As @Cixate has mentioned, this can be fixed by setting correctAnswers = 0 inside getVerb and replacing the recursion with a while-loop:
def getVerb():
correctAnswers = 0
... the rest of your code, as before ...
... making sure to replace the recursion with a while-loop ...
The problem is that Python actually sees two different variables, in two different scopes, with the same name of correctAnswer. This causes something called "shadowing" to happen.
Because of this, Python will only use getVerb's version of correctAnswers when inside getVerb. And this variable was never given a value! So Python complains that you're trying to use it without having assigned it.
But ... wait! Didn't we assign a value?
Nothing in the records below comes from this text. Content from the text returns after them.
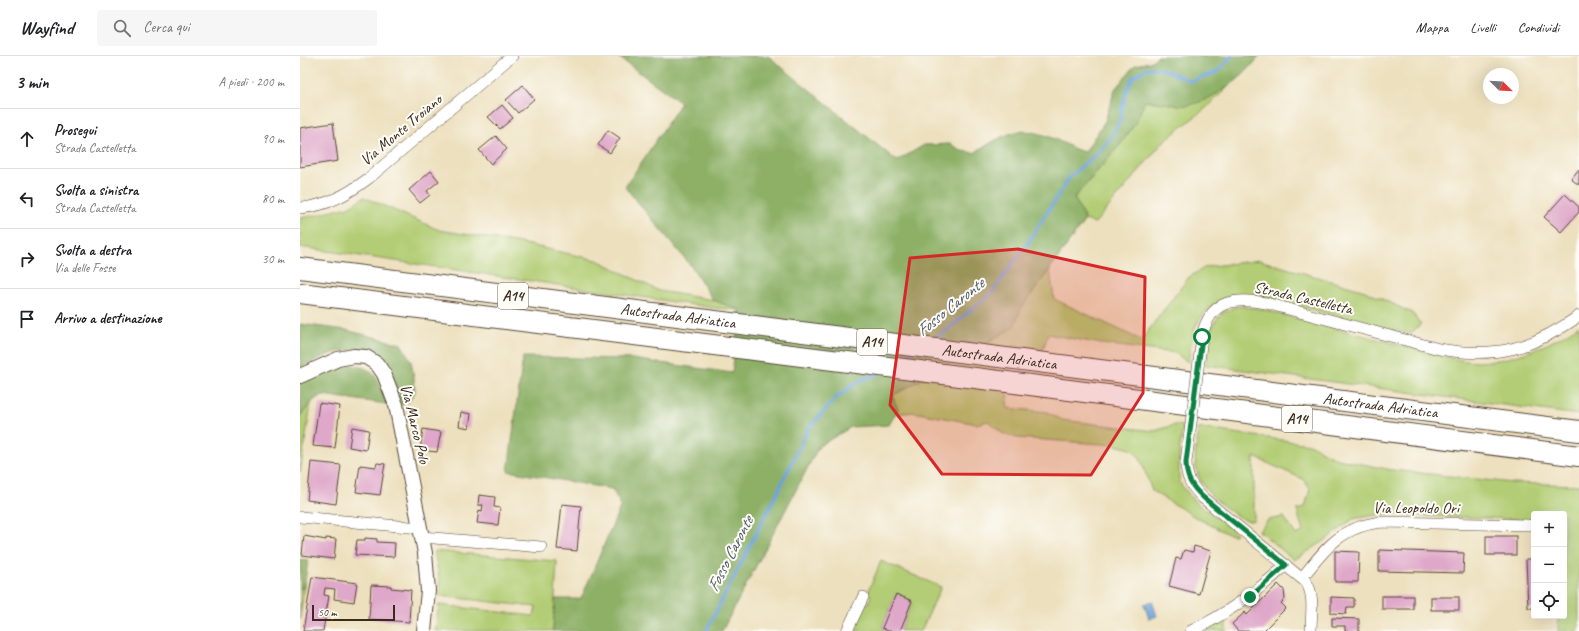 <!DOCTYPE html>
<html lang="it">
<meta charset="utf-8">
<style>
body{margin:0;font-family:Caveat,sans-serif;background:#f6f6f6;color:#202124}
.controls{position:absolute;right:12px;bottom:12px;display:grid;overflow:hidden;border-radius:4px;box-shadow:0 4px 16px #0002}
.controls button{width:36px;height:36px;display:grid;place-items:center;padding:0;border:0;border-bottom:1px solid #e0e0e0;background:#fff;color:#202124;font:20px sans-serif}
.compass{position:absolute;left:1183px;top:12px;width:36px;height:36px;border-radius:50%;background:#fff;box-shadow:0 4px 16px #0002;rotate:114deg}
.scale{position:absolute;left:12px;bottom:10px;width:83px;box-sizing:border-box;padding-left:4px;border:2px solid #3b2a1e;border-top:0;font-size:11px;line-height:14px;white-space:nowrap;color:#3b2a1e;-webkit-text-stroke:3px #fdfcf7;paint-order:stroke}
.stop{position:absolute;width:12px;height:12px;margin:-9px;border:3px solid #0b8043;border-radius:50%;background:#fff}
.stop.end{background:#0b8043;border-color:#fff;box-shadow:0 1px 4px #0008}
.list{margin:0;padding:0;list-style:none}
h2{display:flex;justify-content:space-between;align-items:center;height:52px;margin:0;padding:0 16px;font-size:17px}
h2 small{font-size:13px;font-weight:400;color:#757577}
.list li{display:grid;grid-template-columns:26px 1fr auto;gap:12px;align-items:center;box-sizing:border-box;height:60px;padding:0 16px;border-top:1px solid #e0e0e0}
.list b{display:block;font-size:15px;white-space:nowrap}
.list p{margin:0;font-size:13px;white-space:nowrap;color:#757577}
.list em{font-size:13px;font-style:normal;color:#757577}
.icon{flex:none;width:22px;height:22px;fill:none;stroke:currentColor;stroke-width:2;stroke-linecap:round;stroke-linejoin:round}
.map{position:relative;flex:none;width:1279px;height:575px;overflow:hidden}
header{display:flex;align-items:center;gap:24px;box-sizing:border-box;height:56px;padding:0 20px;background:#fff;border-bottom:1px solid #e0e0e0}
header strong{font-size:19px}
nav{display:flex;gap:22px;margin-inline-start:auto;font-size:14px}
.search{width:280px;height:36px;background:#f6f6f6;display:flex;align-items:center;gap:10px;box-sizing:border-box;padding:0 14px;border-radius:4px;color:#757577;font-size:15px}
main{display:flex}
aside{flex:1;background:#fff}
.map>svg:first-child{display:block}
.green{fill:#b2cd74;stroke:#767c49}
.forest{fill:#8db066;stroke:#646d42}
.water{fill:#6ca2d9;stroke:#54667c}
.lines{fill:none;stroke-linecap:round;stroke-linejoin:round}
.stream{stroke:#6ca2d9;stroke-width:3.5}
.building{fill:#dfa7c9}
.minor-casing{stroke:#564536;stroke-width:12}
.tertiary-casing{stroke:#564536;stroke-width:16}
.motorway-casing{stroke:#564536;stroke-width:22}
.minor{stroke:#fff;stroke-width:11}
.tertiary{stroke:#fff;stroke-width:14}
.motorway{stroke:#fff;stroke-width:20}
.minor-bridge-casing{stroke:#564536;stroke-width:12;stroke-linecap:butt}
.minor-bridge{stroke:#fff;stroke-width:11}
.route{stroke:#0b8043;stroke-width:5}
.marked{fill:#d62828;fill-opacity:0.2;stroke:#d62828;stroke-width:3;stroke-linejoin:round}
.labels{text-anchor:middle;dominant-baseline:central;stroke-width:4;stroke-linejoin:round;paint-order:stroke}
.shield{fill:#fdfcf7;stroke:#75695f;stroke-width:1}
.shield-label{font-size:15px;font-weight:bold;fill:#3b2a1e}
.street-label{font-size:16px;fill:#3b2a1e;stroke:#fdfcf7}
.water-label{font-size:17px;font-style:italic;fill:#4f5a69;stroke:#fdfcf7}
</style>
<header>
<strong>Wayfind</strong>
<div class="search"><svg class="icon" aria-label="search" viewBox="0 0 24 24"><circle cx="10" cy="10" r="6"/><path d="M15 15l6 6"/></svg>Cerca qui</div>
<nav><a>Mappa</a><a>Livelli</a><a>Condividi</a></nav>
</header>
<main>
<aside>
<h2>3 min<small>A piedi · 200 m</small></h2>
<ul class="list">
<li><svg class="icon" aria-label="ahead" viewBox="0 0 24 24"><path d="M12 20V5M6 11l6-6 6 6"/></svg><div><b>Prosegui</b><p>Strada Castelletta</p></div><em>90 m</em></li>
<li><svg class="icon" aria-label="left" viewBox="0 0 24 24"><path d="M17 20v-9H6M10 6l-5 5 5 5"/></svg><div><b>Svolta a sinistra</b><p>Strada Castelletta</p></div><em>80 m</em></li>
<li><svg class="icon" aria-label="right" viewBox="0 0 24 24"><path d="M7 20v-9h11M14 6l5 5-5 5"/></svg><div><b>Svolta a destra</b><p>Via delle Fosse</p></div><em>30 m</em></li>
<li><svg class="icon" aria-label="arrive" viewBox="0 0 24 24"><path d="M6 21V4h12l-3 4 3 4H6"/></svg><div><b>Arrivo a destinazione</b></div></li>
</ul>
</aside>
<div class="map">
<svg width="1279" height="575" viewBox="0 0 1279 575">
<rect width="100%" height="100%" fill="#fdfcf7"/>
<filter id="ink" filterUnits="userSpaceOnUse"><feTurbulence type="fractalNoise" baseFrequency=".025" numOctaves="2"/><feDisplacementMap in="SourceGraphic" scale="8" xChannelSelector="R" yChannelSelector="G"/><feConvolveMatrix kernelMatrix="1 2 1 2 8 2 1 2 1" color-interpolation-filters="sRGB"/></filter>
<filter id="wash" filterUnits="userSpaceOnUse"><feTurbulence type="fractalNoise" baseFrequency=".012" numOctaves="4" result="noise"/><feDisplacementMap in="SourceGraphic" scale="16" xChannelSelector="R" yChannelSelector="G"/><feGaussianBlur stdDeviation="0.9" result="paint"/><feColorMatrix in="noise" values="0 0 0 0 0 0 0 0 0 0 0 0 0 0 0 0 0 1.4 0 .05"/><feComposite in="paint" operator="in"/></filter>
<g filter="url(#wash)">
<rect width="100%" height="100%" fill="#ede0be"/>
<!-- green -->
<g class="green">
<polygon points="928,31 906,52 864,85 795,167 785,164 774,142 819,90 835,68 845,45 888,49 907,42"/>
<polygon points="64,141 139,174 220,187 297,204 359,235 413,244 440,254 415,252 0,191 0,162 17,159 48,151"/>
<path d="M959 204 1065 235 1112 257 1121 268 1111 277 1091 274 957 239C950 239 941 237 935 239 920 242 905 254 898 266 891 277 891 294 888 306L875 297 802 288 748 278 743 294 712 290 707 352 747 356 762 364 854 375 875 369 883 370 879 398V426L895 446 932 473 936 478 934 479 928 478 897 462 852 435 840 402 831 393 815 389 717 382 702 377 688 365 677 368 613 356 595 358 598 353 592 340 714 271 721 253 750 213 754 243 841 284 889 221 906 211Z"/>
<path d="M939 250 960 253 1151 302C1160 304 1170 306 1179 306 1215 304 1250 290 1279 269V359L906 309C908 292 908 269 922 257 927 254 934 252 939 250Z"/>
<polygon points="11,348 0,416 0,360"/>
<path d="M899 372 1009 388 1037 403 1092 414 1213 427 1279 429V575H1258V560H1264V458H1234V464L1082 458 1053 463 1023 486 994 504 959 475 968 464 984 461 996 479 1003 476 997 454 1005 451 1010 433 1003 423 954 401V464C944 466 937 460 929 454 913 442 898 430 896 408 894 397 898 383 899 372Z"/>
<polygon points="134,495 257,505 253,575 135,575 139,549 234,560 236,551 140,540 140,525"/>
<polygon points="581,505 641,531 621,575 600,575 612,545 596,538 582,572 588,575 551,575 562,548 568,548 571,540 568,536"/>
<polygon points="4,531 0,563 0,533"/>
<polygon points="926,564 926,575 904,575"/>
</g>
<!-- forest -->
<g class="forest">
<path d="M317 0H468L597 105 624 89 650 88 662 95 674 97C708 77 718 67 757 84 767 88 774 94 785 96L805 65 815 33 835 9 850 6 858 0H959C947 20 912 45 889 49 876 51 859 45 845 45L835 68 819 90 774 142 785 164 721 253 714 271 592 340 598 353 589 369 551 371 519 390 422 575H253L255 543H281L321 449 312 433 208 415 223 301 332 303 432 317 440 254 413 244 392 211 325 131 381 47Z"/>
<path d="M0 268 46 274 101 288 111 305 114 322 115 336 109 345 101 349C96 333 92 314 80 302 76 298 69 296 64 295 39 291 21 301 0 312Z"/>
<path d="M44 308C77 311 76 320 87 348L22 339 14 344 0 360V324Z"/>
<polygon points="0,504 8,505 4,531 0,533"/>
</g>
<!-- water -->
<polygon class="water" points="852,545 857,560 849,563 844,548"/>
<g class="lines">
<!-- stream -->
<g class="stream">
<polyline points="632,284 642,278 692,237 729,185 769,122 783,109 797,98 811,81 821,62 824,43 832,22 847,12 863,13 891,25 917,16 932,0"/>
<polyline points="600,304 611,297"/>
<polyline points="406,575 478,435 508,373 535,343 559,325 577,318"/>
</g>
</g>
<g id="blocks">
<!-- building -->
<g class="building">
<polygon points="223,29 234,43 218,57 206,44"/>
<polygon points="202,49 213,62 200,73 188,61"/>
<polygon points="33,67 38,105 0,111 0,72"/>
<polygon points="308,74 320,82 310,97 298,89"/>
<polygon points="196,80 207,93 191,108 179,94"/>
<polygon points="1279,113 1279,129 1271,123"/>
<polygon points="131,115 139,125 127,135 130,139 120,147 109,134"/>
<polygon points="1265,138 1279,151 1279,156 1261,176 1244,161"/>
<polygon points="19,347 40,350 35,392 13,390"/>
<polygon points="161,356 171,358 169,372 159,370"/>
<polygon points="52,371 69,374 66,394 49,391"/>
<polygon points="123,373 141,376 137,396 120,394"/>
<polygon points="11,406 41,409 36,448 7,444"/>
<polygon points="77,407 85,408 80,439 56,436 60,409 76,411"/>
<polygon points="179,439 195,441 194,451 200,452 198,469 177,467 179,454 182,455 183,449 178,449"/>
<polygon points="262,448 281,450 277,495 257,493"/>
<polygon points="4,480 26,484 26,482 36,483 34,503 2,499"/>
<rect x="1186" y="480" width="30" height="19"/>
<polygon points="65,482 77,483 77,486 95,487 94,501 55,499 57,484 65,484"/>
<polygon points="894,490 911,495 899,538 869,530 876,502 881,503 884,494 893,496"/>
<polygon points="1079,494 1164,497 1163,517 1079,515"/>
<polygon points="1035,495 1059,496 1058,526 1035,526"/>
<polygon points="1226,503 1234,503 1234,552 1228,552"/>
<polygon points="12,521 57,527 54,546 34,543 35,533 25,532 24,539 29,540 23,575 3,575"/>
<polygon points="978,528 984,534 985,543 981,547 986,552 963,575 938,575 932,568 945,556 947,559"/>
<polygon points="71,529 91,530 91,532 111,534 109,566 69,563"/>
<polygon points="596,538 612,545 600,575 588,575 582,572"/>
<rect x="1082" y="540" width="31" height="13"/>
<polygon points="1031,541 1054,542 1054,551 1047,551 1046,558 1031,557"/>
<rect x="1131" y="541" width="28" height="13"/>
<polygon points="1032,562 1059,563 1059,575 1045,575 1045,570 1032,570"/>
</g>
</g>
</g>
<g filter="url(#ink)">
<use href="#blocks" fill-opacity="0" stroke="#564536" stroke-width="1"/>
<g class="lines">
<defs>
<g id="minor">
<path d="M0 152C27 150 48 138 69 122L212 0"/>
<path d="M902 281C909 244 935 241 966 247L1139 293C1196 303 1232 293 1279 260"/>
<path d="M886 406C886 422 892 431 903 442L1006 526C1015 539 1011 559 1011 575"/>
<polyline points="0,461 120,472"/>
<polyline points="122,481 241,491"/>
<path d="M1002 522C1025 492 1044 468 1085 466L1228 469"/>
<polyline points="547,575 563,541"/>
<path d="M891 575C927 558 957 536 986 509"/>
</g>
<polyline id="tertiary" points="0,320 38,303 54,300 66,301 77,308 84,318 96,349 125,497 128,535 124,575"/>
<g id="motorway">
<path id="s1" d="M0 212 1279 375"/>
<polyline points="0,237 715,327 1279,400"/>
</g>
</defs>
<!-- minor casing -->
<use href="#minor" class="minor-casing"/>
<!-- tertiary casing -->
<use href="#tertiary" class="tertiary-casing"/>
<!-- motorway casing -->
<use href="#motorway" class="motorway-casing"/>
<!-- minor -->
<use href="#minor" class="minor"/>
<!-- tertiary -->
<use href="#tertiary" class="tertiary"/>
<!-- motorway -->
<use href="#motorway" class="motorway"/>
<defs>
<polyline id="minor-bridge" points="886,406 902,281"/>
</defs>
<!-- minor-bridge casing -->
<use href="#minor-bridge" class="minor-bridge-casing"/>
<!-- minor-bridge -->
<use href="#minor-bridge" class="minor-bridge"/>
</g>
</g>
<g class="lines" filter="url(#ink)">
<!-- route -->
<path class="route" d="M902 281 886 406C886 422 892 431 904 442L986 509 950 541"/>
</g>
<!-- marked area -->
<path class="marked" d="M718 193 845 221 843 337 791 419 642 418 590 349 610 202Z"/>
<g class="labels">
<!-- shield labels -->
<g class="shield">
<rect x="198" y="227" width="30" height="26" rx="3"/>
<rect x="557" y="273" width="30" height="26" rx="3"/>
<rect x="982" y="350" width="30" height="26" rx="3"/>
</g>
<g class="shield-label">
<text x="213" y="240">A14</text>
<text x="572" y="286">A14</text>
<text x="997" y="363">A14</text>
</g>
<!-- street labels -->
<g class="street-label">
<text transform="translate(101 74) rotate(-40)">Via Monte Troiano</text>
<text transform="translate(1003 242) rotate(13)">Strada Castelletta</text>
<text stroke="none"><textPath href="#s1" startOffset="381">Autostrada Adriatica</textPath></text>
<text stroke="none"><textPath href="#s1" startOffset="705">Autostrada Adriatica</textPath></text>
<text stroke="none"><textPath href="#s1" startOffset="1089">Autostrada Adriatica</textPath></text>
<text transform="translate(115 368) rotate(76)">Via Marco Polo</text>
<text x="1116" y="452">Via Leopoldo Ori</text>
</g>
<!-- water labels -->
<g class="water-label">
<text transform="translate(650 251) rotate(-39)">Fosso Caronte</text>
<text transform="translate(430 498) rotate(-63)">Fosso Caronte</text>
</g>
</g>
</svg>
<div class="controls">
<button>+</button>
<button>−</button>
<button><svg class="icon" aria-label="locate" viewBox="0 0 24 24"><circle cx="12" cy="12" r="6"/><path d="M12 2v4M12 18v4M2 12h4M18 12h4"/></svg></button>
</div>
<svg class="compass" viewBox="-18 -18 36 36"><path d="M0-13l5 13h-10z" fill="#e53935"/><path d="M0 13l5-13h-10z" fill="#757577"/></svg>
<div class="scale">50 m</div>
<div class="stop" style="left:902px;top:281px"></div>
<div class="stop end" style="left:950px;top:541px"></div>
</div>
</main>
Well, we assigned to a variable named correctAnswers, but it was a different variable, with a different scope.
Check out the following examples:
x = 3
print "outer 1:", x # prints 3
def y1():
print "in y1:", x # print 3 -- !!
print "outer 2:", x # still prints 3
def y2():
x = 4
print "in y2:", x # prints 4 !!!
print "outer 3:", x # prints 3 ????
def y3():
print "in y3:", x # raises an exception!
x = 5
print "outer 4:", x # prints 3
y1()
y2()
print "outer 5:", x # still prints 3 !!!
try:
y3()
except:
print "y3 doesn't work!"
So, to sum up the craziness:
y1 sees the x from the outer scope -- declared on the first line
y2 creates its own x -- and can't see or use the other one
- it doesn't matter that
y2 assigned a new value to its own x, the outer x is still unchanged -- see outer 3 and outer 5
y3 also creates its own x -- but tries to use it before it has a value -> crash and burn!!
Making this one change will get your program working. Although it's not immediately necessary, you may eventually wish to improve your code quality, and learn how to write more idiomatic Python code. For example:
- replace the recursion with a while-loop
- use dictionaries
- use
raw_input instead of input
But this will come naturally with time and experience if you keep up the good work!